The most glaring example is the extreme and almost offensively stereotyped gay/not-gay character, Bryce. We know this character—the effeminate gay celebrity pretending otherwise, feigning shock and dismay upon discovering that everybody knows. Fulenwider’s cliché Norma Desmond-esque physical gestures (whiplash wig tossing) might have been funny the first time, but not the tenth. Fulenwider is a commanding figure with enough stage presence to portray Bryce without that level of excess.
It is unclear what Veronica Day is attempting to do with her character, Vanessa.
Fist is described as a scary bank robber tough guy. Tarmichael’s booming delivery denies any levels, squandering opportunities for humor. There is a chaotic moment in the second act when the police are surrounding the chapel to apprehend Fist. In addition to the issues with Fist’s portrayal and for reasons I do not understand, Sandy, the character least associated with the storyline in that moment, suddenly drops to the floor behind a pew and begins crawling offstage on all fours. Why?

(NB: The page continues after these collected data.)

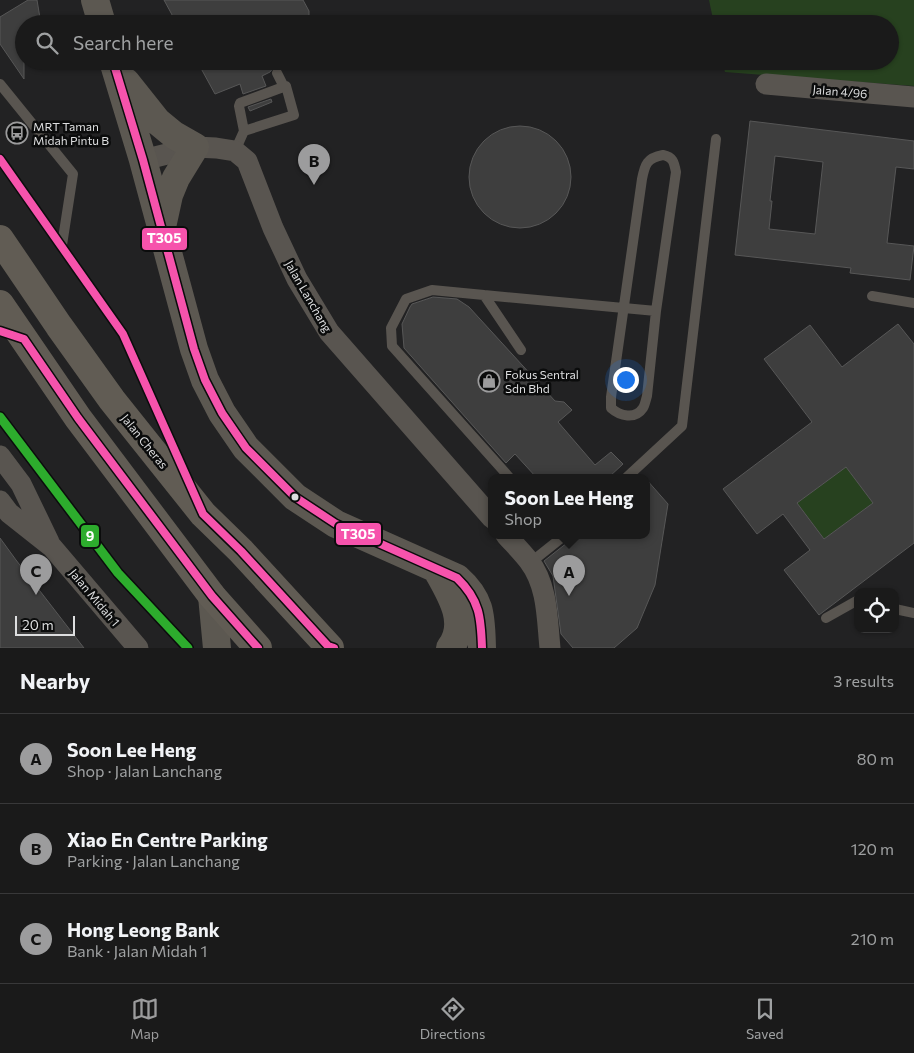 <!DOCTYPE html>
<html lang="en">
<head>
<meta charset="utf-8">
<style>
  :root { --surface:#1a1a1a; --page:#232323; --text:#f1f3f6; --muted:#9fa1a2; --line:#383839; --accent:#9c9c9d }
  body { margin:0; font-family:Commissioner,sans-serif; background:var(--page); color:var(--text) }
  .controls { position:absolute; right:15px; bottom:15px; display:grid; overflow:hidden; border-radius:10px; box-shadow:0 1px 4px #0004 }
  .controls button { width:45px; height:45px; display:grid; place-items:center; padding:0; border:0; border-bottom:1px solid var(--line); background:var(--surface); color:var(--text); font:25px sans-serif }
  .scale { position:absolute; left:15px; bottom:12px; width:60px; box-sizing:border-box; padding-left:5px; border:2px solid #dddedf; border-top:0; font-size:14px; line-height:18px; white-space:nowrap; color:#dddedf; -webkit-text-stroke:4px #0b0c0c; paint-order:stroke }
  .you { position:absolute; left:625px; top:379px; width:18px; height:18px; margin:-12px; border:4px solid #fff; border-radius:50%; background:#1a73e8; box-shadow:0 0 0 8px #1a73e833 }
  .badge { display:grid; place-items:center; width:32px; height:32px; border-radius:50%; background:var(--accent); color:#111; font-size:16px; font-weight:700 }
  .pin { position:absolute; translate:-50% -41px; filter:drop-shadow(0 1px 2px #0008) }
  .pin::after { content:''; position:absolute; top:26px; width:18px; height:15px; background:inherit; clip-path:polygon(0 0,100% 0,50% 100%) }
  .popup { position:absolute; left:488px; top:474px; width:162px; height:65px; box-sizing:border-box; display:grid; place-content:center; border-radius:10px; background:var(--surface); filter:drop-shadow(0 1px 4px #0005); font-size:16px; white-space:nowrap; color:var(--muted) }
  .popup b { font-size:19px; color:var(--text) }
  .popup::after { content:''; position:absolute; left:50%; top:100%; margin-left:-10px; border:10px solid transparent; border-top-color:var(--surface) }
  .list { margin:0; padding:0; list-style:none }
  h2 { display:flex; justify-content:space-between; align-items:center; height:65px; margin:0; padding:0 20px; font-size:21px }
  h2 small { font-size:16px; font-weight:400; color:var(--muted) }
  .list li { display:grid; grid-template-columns:32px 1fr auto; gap:15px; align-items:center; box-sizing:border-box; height:90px; padding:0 20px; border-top:1px solid var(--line) }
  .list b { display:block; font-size:19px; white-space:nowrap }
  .list p { margin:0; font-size:16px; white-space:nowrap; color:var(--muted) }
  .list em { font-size:16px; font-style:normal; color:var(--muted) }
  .icon { flex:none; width:28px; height:28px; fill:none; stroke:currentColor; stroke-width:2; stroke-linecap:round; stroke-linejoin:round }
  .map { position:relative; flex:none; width:914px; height:648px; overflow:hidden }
  .search { position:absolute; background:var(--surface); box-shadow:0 1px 4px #0004; left:15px; right:15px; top:15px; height:55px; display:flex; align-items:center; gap:12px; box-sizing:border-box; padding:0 18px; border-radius:28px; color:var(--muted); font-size:19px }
  .sheet { height:335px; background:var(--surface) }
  nav { display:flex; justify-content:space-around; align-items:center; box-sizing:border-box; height:70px; border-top:1px solid var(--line); background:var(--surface); font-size:14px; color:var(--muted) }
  nav a { display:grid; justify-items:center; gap:2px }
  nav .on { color:var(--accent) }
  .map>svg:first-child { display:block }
  .green { fill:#27411f }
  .building { fill:#3e3e3e; stroke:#575757; fill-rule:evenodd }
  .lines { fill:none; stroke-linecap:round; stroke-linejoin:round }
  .lane { stroke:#595550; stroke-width:10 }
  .street { stroke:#595550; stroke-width:21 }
  .secondary { stroke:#5c5851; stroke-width:28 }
  .highway { stroke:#615c54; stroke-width:28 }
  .bus-1-casing { stroke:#0b0c0c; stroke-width:11 }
  .bus-1 { stroke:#f653ac; stroke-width:8 }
  .metro-1-casing { stroke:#0b0c0c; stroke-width:12 }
  .metro-1 { stroke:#2dac2d; stroke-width:9 }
  .bus-dot { fill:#dddedf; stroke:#0b0c0c; stroke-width:2 }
  .labels { text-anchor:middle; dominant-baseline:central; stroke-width:5; stroke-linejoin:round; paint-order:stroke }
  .street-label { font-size:12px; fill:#dddedf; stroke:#0b0c0c }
  .poi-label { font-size:12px; fill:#dddedf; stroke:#0b0c0c; text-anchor:start }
  .line-badge { stroke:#0b0c0c; stroke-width:2 }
  .badge-label { font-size:14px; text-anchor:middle; font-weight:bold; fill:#fff }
</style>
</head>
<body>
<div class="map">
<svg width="914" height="648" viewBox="0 0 914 648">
  <rect width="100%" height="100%" fill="#222223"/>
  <!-- green -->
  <path class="green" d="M709 0H914V86L725 72 722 61H890V24H714Z
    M846 467 873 503 824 539 797 503Z"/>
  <!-- building -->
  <path class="building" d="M28 0H37L41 24H24V79L0 44V17Z
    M164 0H303L309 11V24H177Z
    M197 61H296V63L282 68 278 66 274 67 270 72 262 76 266 86 243 94 240 84 215 94Z
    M271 99 272 102 250 111 248 107Z
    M750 121 914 141V169L896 167 887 243 914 246 910 280 850 273 851 268 735 255ZM775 156 823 162 815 234 769 229 772 201H770Z
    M469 177a51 51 0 1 1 102 0a51 51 0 1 1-102 0Z
    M433 297 457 299 469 307 555 401 564 402 572 410 558 422 595 465 611 452 623 464 609 477H536L515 454 506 463 404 348 402 324 410 307 412 304Z
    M898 324 914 344V543L819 615 784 570 810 550 783 514 757 534 723 489 812 422 764 359 810 325 842 367ZM846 467 873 503 824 539 797 503Z
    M646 479 668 504 655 585 637 628 614 648H573L561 634 553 576 544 561 577 535H646Z
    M0 538 16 560 84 648H0Z"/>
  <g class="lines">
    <!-- lane -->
    <path class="lane" d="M277 73 283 85
      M0 84 73 174 62 245
      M235 151 244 131 239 106 240 103 286 86 294 115 244 131
      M663 155C673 157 674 162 676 172L656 311 647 396C646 399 645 405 643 408 635 420 620 416 611 408V397L642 179C645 164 647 158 663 155Z
      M0 159 123 334 186 476
      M484 295 656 311
      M872 296 914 303
      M509 477 392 346 391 328 406 299 432 290 484 295 521 350
      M627 477 682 426 716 139
      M530 563 565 535
      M895 609 914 613
      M826 618 858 600"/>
    <!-- street -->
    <path class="street" d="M766 84 914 97
      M143 160 195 147 216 148 235 151 247 161 273 228 297 279 329 332 492 518
      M0 456 21 484 49 542
      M0 501 9 513 52 547 138 648
      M506 535C514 544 522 552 529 561 548 586 547 619 550 648"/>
    <!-- secondary -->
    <path class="secondary" d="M95 0 102 24
      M113 61 143 160 194 349 205 380 222 413 246 448 295 497 336 524 457 578C482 600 481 617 482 648
      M126 82 157 121 174 135 195 147 176 178 169 195 162 227
      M438 572C451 595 469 624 450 648
      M212 596 217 648"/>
    <!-- highway -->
    <path class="highway" d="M0 239 59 326 112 400 203 514 241 551 330 648
      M0 304 78 418 212 596 258 648"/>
    <!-- bus-1 casing -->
    <g class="bus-1-casing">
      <path id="bus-1" d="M113 61 143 160 194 349 205 380 222 413 246 448 295 497 336 524 457 578C480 600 481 618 482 648
        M0 159 123 334 203 514 241 551 328 646 334 648
        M0 331 24 339 78 418 212 596 258 648"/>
    </g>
    <!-- bus-1 -->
    <use href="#bus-1" class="bus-1"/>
    <!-- metro-1 casing -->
    <g class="metro-1-casing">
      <path id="metro-1" d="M0 417 118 573 188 648"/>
    </g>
    <!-- metro-1 -->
    <use href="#metro-1" class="metro-1"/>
  </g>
  <!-- icons -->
  <defs>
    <g id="bus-ring" transform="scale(1.125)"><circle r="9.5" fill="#0b0c0c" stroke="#9c9c9d" stroke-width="1.5"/><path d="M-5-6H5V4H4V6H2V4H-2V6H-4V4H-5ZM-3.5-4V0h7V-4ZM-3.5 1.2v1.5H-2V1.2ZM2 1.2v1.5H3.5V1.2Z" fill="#9c9c9d"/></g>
    <g id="shop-ring" transform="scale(1.125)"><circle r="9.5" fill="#0b0c0c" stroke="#9c9c9d" stroke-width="1.5"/><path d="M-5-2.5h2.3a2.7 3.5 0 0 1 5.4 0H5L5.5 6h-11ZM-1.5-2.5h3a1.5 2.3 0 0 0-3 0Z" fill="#9c9c9d"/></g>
  </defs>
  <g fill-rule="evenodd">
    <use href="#bus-ring" x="17" y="133"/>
    <use href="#shop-ring" x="489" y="381"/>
  </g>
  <!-- markers -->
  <circle class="bus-dot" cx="295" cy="497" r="4.5"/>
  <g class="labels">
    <!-- street labels -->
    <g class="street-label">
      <text transform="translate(840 91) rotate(5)">Jalan 4/96</text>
      <text transform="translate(309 296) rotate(60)">Jalan Lanchang</text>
      <text transform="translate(145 441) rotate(51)">Jalan Cheras</text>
      <text transform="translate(95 597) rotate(50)">Jalan Midah 1</text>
    </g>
    <!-- poi labels -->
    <g class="poi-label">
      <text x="33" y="126">MRT Taman<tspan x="33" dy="14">Midah Pintu B</tspan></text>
      <text x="505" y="374">Fokus Sentral<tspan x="505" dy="14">Sdn Bhd</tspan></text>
    </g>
  </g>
  <g class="line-badge">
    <rect x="141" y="227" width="47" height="24" rx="5" fill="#f653ac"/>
    <rect x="335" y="522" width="47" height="24" rx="5" fill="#f653ac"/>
    <rect x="80" y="524" width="20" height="24" rx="5" fill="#2dac2d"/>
  </g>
  <g class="badge-label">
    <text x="164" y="243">T305</text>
    <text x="358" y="539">T305</text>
    <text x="90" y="541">9</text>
  </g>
</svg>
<div class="controls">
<button><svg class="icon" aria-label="locate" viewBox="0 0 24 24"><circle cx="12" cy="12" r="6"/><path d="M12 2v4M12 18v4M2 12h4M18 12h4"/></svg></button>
</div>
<div class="scale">20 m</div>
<div class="you"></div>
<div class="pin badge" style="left:569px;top:596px">A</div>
<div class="popup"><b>Soon Lee Heng</b>Shop</div>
<div class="pin badge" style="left:314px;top:185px">B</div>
<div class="pin badge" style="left:36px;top:595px">C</div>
<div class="search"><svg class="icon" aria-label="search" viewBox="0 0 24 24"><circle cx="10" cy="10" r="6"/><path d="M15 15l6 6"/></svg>Search here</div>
</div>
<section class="sheet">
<h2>Nearby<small>3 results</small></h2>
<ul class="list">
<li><span class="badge">A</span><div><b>Soon Lee Heng</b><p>Shop · Jalan Lanchang</p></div><em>80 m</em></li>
<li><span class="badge">B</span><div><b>Xiao En Centre Parking</b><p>Parking · Jalan Lanchang</p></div><em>120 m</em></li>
<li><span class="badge">C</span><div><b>Hong Leong Bank</b><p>Bank · Jalan Midah 1</p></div><em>210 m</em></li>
</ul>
</section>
<nav>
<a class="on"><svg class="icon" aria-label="map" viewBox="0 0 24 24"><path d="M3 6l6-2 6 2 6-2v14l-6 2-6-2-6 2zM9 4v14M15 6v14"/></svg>Map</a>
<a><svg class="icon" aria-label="directions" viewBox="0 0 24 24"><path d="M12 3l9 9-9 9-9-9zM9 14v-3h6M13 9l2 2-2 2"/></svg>Directions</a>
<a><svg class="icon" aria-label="saved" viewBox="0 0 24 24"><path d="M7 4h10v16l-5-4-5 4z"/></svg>Saved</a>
</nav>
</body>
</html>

There are 11 characters coming on and off in various couplings, so the positioning of the actors needs to be carefully organized and logical. Some of the staging is curious. In another instance, Sandy is seated downstage during a dialogue between Fiona and Garrett. She has no lines, no movement. She simply sits and watches them, as if she were a member of the audience. Why position the actor to sit onstage with nothing to say or do? It felt like an eternity. There are better ways of having her present, active and within earshot without pulling focus.
To boot, Joseph L. Taylor II’s fight choreography is poorly executed.
It is possible to overcome a weak script. It’s even possible to overcome poor directing and unfocused acting. Packaged together though, it’s not a happy marriage.